Full copy mode: Each copy job run copies all data from the source to the destination at once.
Incremental copy mode: The initial job run copies all data, and subsequent job runs only copy changes since the last run. When copying from a database, new or updated rows will be captured and moved to your destination. When copying from a storage store, new or updated files identified by their LastModifiedTime will be captured and moved to your destination.
Note
Incremental copy mode is still in Preview. Want early access to native change data capture? Sign up here.
You can also choose how data is written to your destination store.

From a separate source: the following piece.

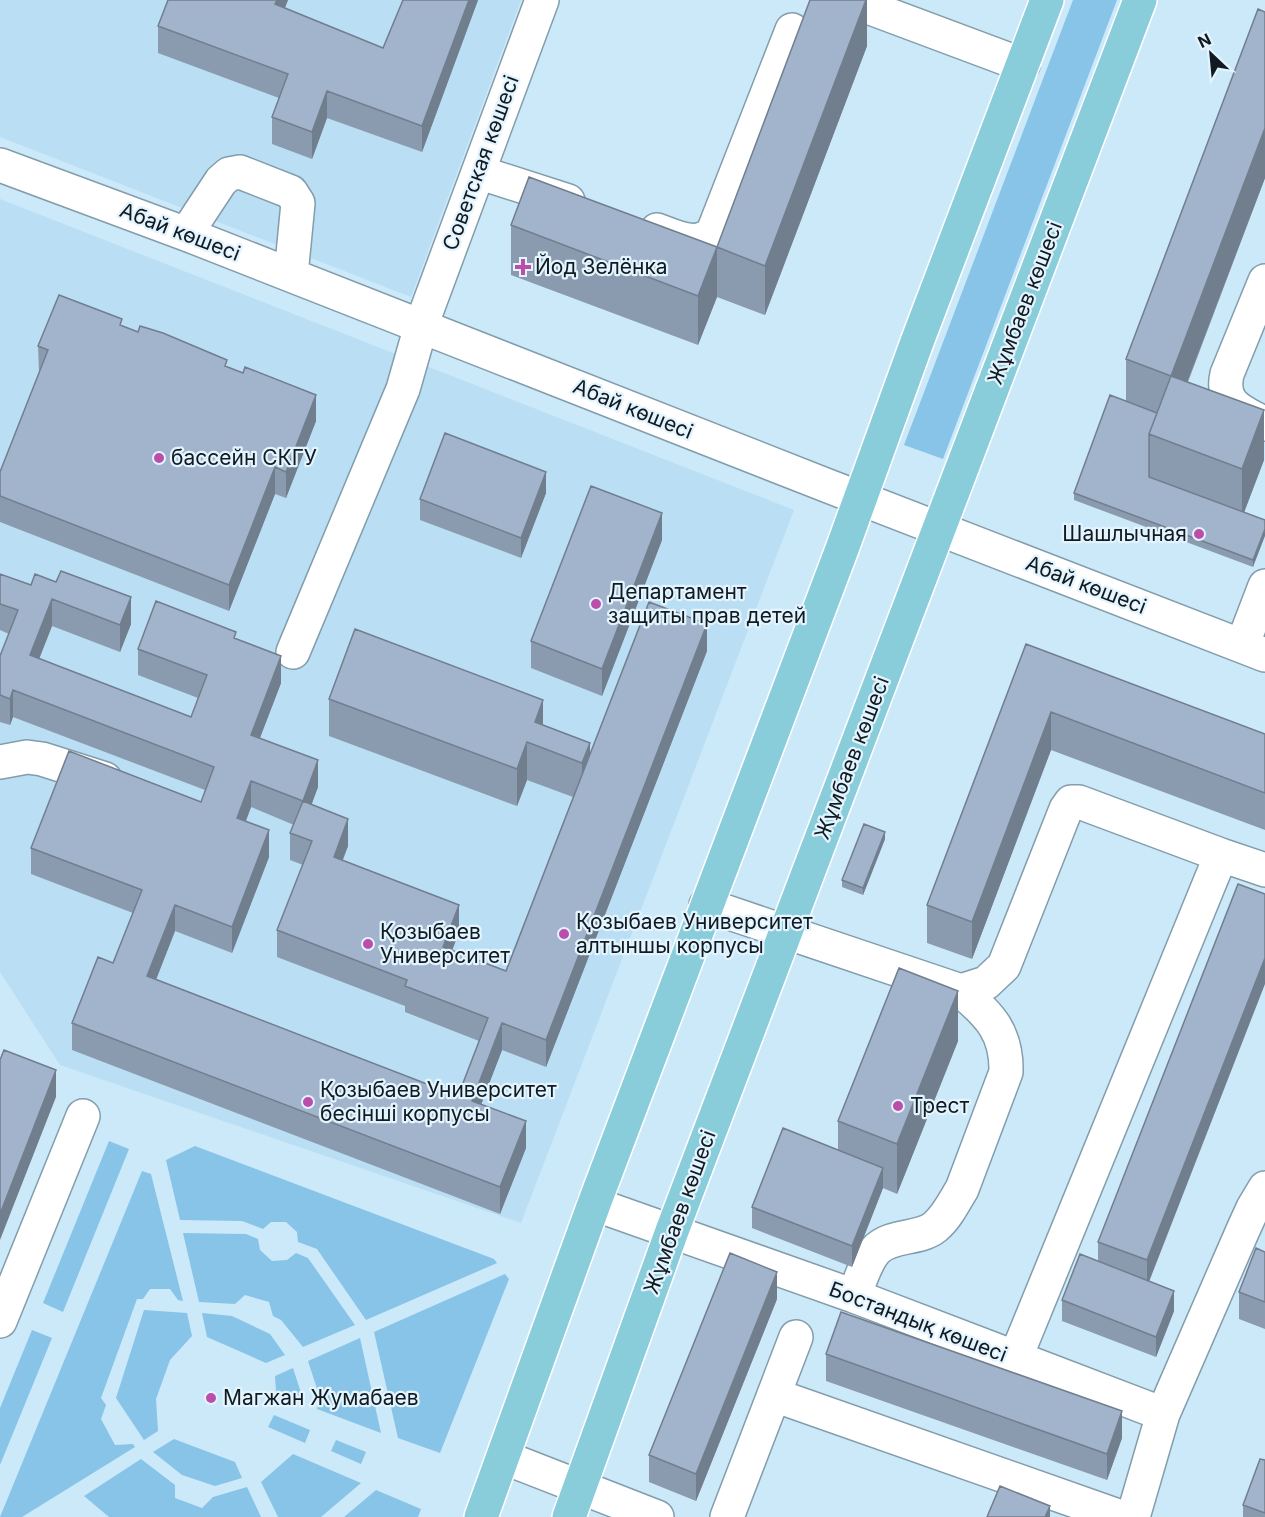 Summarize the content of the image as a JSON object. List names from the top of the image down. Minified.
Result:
{"streets":{"main road":["Жұмбаев көшесі"],"street":["Советская көшесі","Абай көшесі","Бостандық көшесі"]},"crossings":[["Советская көшесі","Абай көшесі"],["Абай көшесі","Жұмбаев көшесі"],["Жұмбаев көшесі","Бостандық көшесі"]],"places":{"health":["Йод Зелёнка"],"other":["бассейн СКГУ","Шашлычная","Департамент защиты прав детей","Қозыбаев Университет алтыншы корпусы","Қозыбаев Университет","Қозыбаев Университет бесінші корпусы","Трест","Магжан Жумабаев"]},"north":"top left"}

By default, Copy Job appends data to your destination, so that you won't miss any change history. But, you can also adjust the update method to merge or overwrite. When performing a merge, you need to provide a key column. By default, the primary key is used if it has.
- When copy data to storage store: New rows from the tables or files are copied to new files in the destination. If a file with the same name already exists on target store, it will be overwritten.
- When copy data to database: New rows from the tables or files are appended to destination tables. You can change the update method to merge or overwrite for supported data stores.
Incremental column
In incremental copy mode, you need to select an incremental column for each table to identify changes. Copy Job uses this column as a watermark, comparing its value with the same from last run in order to copy the new or updated data only. The incremental column can be a timestamp or an increasing INT.
Region availability
The Copy job has the same regional availability as the pipeline.
Pricing
The Copy job uses the same billing meter: Data Movement, with an identical consumption rate.